Dictionary of National Biography, 1885-1900/Oliver, William (1804?-1853)
OLIVER, WILLIAM (1804?–1853), landscape-painter, was born about 1804. He painted in oil as well as in water-colours, but chiefly in the latter, and took most of his subjects from foreign scenery, especially in France and the Pyrenees. He began to exhibit in 1829, when he sent to the Society of British Artists ‘A Beach Scene in Kent' and a ‘Fish Boat.' In 1831 he was elected a member of the New Society (now the Royal Institute) of Painters in Water-Colours, and his drawings appeared annually at its exhibitions until 1854. He also sent oil-paintings to the Royal Academy from 1835 so 1853, and to the British Institution from 1836. He published in 1842 a folio of 'Scenery of the Pyrenees,' lithographed by George Barnard, Thomas Shotter Boys, Carl Hughe, and others.
Oliver died at Langley Mill House, Halstead, Essex, on 2 Nov. 1553, aged 49. There is an oil-painting by him of ‘Foligno' in the South Kensington Museum.

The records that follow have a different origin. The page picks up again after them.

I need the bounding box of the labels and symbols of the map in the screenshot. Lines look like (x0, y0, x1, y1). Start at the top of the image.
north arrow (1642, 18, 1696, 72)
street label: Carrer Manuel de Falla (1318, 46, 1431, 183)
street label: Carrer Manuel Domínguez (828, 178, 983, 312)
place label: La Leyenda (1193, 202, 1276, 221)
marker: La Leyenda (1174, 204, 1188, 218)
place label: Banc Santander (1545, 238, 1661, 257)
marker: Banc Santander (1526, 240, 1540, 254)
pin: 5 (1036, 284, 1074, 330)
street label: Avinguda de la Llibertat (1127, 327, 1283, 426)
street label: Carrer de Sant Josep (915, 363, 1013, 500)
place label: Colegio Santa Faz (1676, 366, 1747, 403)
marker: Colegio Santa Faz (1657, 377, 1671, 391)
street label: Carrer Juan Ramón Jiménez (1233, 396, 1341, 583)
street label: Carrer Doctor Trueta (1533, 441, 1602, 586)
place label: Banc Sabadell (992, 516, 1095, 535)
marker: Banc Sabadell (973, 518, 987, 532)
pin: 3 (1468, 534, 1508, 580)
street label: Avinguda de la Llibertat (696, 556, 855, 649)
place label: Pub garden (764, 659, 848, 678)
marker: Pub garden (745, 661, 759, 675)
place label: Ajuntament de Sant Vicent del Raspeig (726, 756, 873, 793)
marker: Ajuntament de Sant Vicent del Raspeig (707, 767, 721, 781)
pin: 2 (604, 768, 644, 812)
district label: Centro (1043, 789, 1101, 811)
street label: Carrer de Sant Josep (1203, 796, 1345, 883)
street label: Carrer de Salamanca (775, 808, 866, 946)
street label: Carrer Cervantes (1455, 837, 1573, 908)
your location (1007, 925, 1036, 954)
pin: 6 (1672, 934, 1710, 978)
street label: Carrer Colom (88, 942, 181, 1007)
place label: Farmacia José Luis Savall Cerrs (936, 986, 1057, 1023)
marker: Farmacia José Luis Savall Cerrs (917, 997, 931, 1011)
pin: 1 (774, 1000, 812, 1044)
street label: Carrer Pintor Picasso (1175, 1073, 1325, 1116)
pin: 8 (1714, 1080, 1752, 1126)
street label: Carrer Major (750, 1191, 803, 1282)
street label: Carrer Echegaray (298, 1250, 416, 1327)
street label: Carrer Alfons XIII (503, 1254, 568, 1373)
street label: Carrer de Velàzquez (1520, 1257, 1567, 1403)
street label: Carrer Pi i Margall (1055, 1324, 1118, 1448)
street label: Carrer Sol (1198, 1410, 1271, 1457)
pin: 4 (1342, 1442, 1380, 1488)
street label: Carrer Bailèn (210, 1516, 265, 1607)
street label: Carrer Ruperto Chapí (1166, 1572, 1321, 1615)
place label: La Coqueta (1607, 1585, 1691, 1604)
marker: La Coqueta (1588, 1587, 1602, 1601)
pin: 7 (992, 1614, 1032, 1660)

His wife, Emma Sophia Oliver (1819-1885), daughter of W. Eburne, coachbuilder, of Rathbone Place, London, was born on 15 Aug. 1819, and married in 1840. She was elected a member of the New Society of Painters in Water-Colours in 1849, and exhibited also landscapes both in water-colours and in oil at the Royal Academy, British Institution, Society of British Artists, and various provincial galleries. After Oliver's death she married, about 1856, John Sedgwick, a solicitor, of Watford, Hertfordshire, but continued to follow her profession in her first husband's name until her death, which took place at the Brewery House, Great Berkhamstead, on 15 March 1885.
[Art Journal, 1853, p. 311; Bryan's Dictionary of Painters and Engravers, ed. Graves and Armstrong, 1886-9, ii. 225; Miss Clayton's English Female Artists, 1876, ii. 227-30; Exhibition Catalogues of the Royal Academy, British Institution (Living Artists), Society of British Artists, and New Society of Painters in Water-Colours.]